Когда мы в тот вечер прощались с доктором
Льюисом, мы от души благодарили его за то, что он столь щедро
поделился с нами своими удивительными переживаниями.
Осенью 1949 года Мастер просил меня вместе с
несколькими другими монахами продемонстрировать позы йоги перед
Свами Преманандой, индийским учеником, приехавшим в Маунт Вашингтон
из Вашингтона, округ Колумбия, где был священником церкви Общества
Самореализации. Я довольно посредственно владел хатха йогой. Многие
позы вообще были мне не по плечу. Однако, в тот вечер в присутствии
Мастера я легко смог выполнить даже самые трудные позы. С того дня
меня принимали за “эксперта” хатха йоги общины СРФ. Я позировал для
фотографий, которые иллюстрировали позы в ряде статей журнала
“Самореализация”. Если кому-либо требовалась демонстрация поз, то
выбор падал на меня. Мастер часто просил меня обслуживать ланч,
когда у него были гости, а потом демонстрировать перед ними позы.

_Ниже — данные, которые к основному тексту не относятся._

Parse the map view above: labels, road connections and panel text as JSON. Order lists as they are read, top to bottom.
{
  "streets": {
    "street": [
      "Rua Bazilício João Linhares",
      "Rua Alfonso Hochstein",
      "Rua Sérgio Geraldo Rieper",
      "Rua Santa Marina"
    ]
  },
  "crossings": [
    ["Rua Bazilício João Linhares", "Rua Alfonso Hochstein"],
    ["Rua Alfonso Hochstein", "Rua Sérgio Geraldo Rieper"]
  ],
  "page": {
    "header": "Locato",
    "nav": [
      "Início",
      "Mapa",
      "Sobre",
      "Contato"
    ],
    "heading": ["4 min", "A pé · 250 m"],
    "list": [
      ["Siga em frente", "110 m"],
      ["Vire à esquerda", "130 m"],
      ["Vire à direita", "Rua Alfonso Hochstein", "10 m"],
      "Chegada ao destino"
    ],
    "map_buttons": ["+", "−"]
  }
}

Разве можно было почти без всяких усилий добиться такого успеха?
Однажды Мастер, сидевший в нашей столовой,
разговаривая с монахами, посмотрел на меня задумчиво. "Почему бы
тебе не отпустить бороду, Уолтер?"
"Вы действительно так думаете, Сэр?" Я был
поражен. В те дни редко кто носил бороду. Несколько других монахов
впоследствии пытались отрастить их, но Мастер наложил вето на их
планы, заметив: "Я не хочу, чтобы мои мальчики выглядели как
дикари!" (Возможно, он чувствовал, что достаточно иметь в толпе
одного “дикаря”!)
"Попробуйте", — сказал он.
Я был благодарен ему, когда вскоре он пригласил
меня провести с ним несколько недель в Твенти-Найн Палмс. Чтение
лекций в церкви Голливуда с едва появившейся на лице щетиной грозило
получением репутации первого бродяги-священника Голливуда. Однако,
независимо от того, был мой вид “диким” или нет, со временем я
выглядел с бородой старше и более зрелым.
В Твенти-Найн Палмс Мастер сказал мне наедине о
планах поездки со мной следующим летом в Индию. Я был в восторге. "Я
уверен, что смогу выучить бенгальский язык, — сказал я. — Я уже
говорю на нескольких языках”.
"Вы овладеете им очень легко", — заверил
он меня. Он стал произносить ряд бенгальских слов: hath
(рука), chok (глаза), mukh (рот), nak (нос),
kan (уши). Как потом оказалось, лишь через девять лет у меня
появилась реальная возможность использовать эти слова. Но все это
время я помнил их. Стоило мне вспомнить день, когда он произносил
их, и я слышал его голос в себе, как будто он говорил их сейчас.
Это было первое свидетельство того, что он мог
даровать мне благословение большее, чем только способность владеть
телом в необычных позициях: способность помнить слова, сказанные им,
точно так, как он их когда-то произнес. Как иначе, спрашивал я себя,
мог я вспомнить эти слова и интонации, если он говорил их на чужом
языке?
Однажды в Твенти-Найн Палмс он рассказывал мне
историю встречи Лахари Махасайи с Бабаджи. На языке хинди он
цитировал слова Бабаджи: “Лахири, tu agaya (вы пришли).”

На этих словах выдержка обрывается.